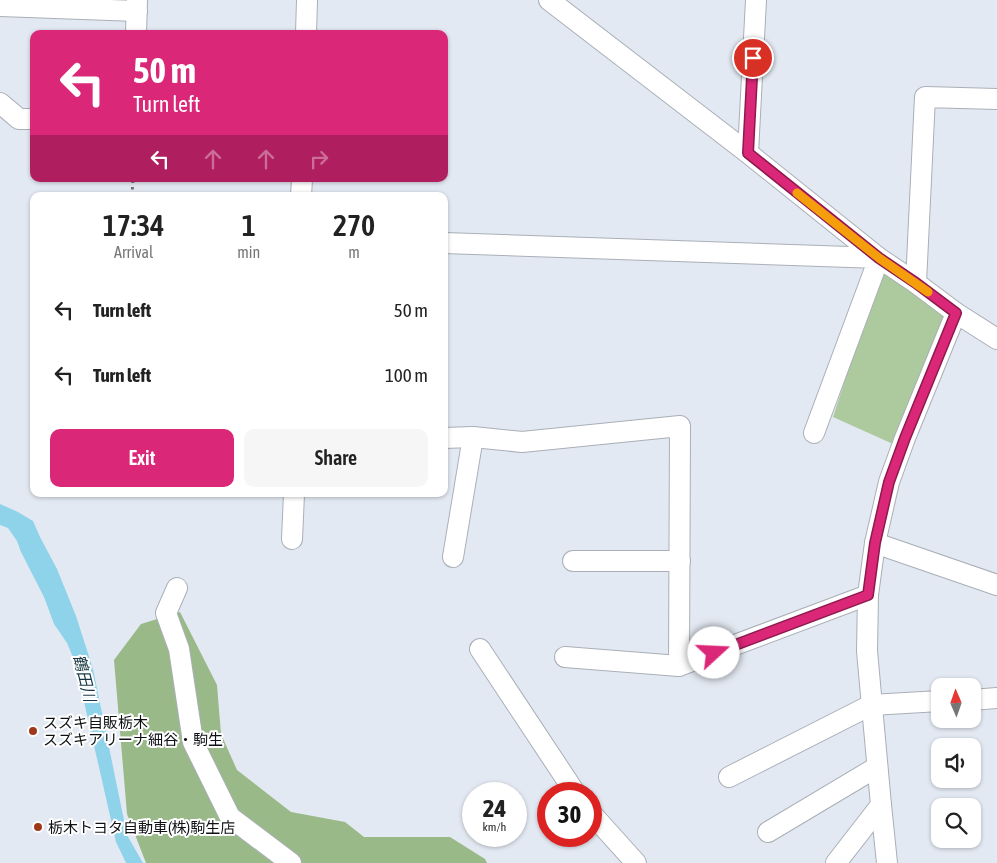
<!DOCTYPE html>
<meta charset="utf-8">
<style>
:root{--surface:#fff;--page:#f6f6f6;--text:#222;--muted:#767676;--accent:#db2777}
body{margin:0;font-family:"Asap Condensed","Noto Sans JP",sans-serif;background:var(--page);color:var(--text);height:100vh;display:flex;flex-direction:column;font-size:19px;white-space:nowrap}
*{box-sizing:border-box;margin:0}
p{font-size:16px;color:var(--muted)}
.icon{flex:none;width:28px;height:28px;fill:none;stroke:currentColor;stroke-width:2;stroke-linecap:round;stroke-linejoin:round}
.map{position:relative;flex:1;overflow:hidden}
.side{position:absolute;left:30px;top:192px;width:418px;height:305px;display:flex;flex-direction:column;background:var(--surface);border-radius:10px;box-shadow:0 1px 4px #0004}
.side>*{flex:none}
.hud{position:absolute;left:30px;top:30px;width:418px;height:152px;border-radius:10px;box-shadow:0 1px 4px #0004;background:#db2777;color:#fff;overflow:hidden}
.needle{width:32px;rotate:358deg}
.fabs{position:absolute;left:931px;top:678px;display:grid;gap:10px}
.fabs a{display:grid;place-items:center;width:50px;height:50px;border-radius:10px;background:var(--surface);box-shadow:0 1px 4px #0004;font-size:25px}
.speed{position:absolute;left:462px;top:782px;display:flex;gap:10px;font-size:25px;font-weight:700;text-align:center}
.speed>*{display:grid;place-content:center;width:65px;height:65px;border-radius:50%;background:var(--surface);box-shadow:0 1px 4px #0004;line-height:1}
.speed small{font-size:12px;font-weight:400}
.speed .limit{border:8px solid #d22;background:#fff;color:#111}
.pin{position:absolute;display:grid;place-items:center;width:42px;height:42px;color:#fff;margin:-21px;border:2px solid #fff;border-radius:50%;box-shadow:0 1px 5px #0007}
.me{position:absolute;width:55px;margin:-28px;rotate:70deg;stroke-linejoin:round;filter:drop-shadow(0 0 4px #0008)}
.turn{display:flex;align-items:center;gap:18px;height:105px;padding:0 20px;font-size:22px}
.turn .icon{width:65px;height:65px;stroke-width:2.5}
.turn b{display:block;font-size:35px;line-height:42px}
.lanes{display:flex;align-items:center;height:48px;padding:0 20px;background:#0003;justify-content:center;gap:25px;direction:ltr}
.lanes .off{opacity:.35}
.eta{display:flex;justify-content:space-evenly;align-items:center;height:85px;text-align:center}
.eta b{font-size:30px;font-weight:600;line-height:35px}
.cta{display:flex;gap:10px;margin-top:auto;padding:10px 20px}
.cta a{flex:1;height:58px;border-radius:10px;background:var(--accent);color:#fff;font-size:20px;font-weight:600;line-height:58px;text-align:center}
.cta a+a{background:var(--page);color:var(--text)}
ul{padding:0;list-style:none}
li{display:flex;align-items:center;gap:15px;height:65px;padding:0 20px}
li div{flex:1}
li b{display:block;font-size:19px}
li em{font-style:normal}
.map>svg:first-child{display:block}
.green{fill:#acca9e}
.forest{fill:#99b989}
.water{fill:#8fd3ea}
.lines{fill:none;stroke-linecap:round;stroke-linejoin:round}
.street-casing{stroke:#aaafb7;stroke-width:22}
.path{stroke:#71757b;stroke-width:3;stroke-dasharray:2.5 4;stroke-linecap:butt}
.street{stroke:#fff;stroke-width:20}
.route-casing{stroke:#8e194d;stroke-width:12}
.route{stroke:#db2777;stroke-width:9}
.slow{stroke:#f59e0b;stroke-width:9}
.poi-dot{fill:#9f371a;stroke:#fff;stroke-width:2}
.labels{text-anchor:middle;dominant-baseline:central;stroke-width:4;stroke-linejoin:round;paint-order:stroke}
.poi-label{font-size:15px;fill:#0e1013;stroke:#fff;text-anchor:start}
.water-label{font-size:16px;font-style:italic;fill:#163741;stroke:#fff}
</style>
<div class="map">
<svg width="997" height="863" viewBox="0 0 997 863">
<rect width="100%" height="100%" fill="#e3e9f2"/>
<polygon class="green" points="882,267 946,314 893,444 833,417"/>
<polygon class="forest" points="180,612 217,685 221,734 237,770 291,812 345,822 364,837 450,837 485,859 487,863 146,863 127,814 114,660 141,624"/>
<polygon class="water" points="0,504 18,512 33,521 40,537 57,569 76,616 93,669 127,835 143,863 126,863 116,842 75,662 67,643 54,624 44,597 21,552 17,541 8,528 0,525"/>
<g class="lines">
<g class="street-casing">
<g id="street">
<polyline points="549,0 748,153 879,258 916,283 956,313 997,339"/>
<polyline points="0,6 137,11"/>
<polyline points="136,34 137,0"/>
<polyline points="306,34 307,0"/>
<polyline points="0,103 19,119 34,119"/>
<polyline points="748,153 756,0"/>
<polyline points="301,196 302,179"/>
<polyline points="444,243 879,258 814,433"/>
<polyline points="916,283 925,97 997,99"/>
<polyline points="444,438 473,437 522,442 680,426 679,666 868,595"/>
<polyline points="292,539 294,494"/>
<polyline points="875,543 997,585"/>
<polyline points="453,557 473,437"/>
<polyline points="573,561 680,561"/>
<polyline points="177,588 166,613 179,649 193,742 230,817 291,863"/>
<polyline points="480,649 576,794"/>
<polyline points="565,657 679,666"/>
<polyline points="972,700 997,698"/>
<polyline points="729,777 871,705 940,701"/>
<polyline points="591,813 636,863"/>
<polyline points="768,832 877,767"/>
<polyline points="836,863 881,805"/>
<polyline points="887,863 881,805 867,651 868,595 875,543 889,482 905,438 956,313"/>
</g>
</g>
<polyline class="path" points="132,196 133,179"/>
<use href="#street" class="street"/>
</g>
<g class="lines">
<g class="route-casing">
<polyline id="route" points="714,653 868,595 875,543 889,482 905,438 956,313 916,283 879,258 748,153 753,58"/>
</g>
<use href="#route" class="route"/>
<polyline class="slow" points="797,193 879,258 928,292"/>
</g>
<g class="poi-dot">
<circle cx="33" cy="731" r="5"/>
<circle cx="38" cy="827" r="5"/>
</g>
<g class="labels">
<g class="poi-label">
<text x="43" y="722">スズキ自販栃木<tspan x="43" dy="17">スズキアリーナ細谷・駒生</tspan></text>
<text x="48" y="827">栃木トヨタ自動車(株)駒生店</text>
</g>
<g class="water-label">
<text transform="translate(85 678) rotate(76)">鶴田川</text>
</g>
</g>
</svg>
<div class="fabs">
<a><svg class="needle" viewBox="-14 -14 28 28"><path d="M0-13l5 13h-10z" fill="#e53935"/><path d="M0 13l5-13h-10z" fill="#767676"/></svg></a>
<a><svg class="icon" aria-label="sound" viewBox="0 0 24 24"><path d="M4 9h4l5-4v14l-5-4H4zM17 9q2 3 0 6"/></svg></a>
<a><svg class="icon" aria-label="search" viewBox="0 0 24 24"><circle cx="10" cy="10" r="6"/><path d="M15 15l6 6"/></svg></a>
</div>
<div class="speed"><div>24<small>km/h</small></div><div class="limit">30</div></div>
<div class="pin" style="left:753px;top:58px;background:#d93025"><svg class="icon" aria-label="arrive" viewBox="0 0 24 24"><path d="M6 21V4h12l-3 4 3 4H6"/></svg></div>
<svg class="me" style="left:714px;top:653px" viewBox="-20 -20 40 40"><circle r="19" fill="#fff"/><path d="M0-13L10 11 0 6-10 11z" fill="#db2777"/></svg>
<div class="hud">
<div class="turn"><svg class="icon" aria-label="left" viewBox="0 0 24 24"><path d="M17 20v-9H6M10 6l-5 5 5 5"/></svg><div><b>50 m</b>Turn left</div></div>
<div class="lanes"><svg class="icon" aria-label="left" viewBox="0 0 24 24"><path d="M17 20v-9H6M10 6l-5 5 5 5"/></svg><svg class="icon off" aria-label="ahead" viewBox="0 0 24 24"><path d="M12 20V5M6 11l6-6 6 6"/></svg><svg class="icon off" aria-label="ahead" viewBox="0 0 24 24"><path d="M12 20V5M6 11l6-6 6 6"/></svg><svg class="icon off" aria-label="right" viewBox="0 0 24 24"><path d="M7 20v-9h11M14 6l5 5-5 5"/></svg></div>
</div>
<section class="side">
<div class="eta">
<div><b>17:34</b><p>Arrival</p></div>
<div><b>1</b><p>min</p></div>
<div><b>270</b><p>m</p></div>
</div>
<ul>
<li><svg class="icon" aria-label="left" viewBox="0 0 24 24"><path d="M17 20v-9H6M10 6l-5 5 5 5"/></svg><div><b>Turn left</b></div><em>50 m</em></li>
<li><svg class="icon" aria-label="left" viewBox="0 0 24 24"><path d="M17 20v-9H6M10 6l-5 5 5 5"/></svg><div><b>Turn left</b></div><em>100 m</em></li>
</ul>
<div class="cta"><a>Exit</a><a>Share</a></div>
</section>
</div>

# # # #

**Description of the task:** Wherever "limit" turns up in the records, copy the whole line.

**Output for this exercise:**
.speed .limit{border:8px solid #d22;background:#fff;color:#111}
<div class="speed"><div>24<small>km/h</small></div><div class="limit">30</div></div>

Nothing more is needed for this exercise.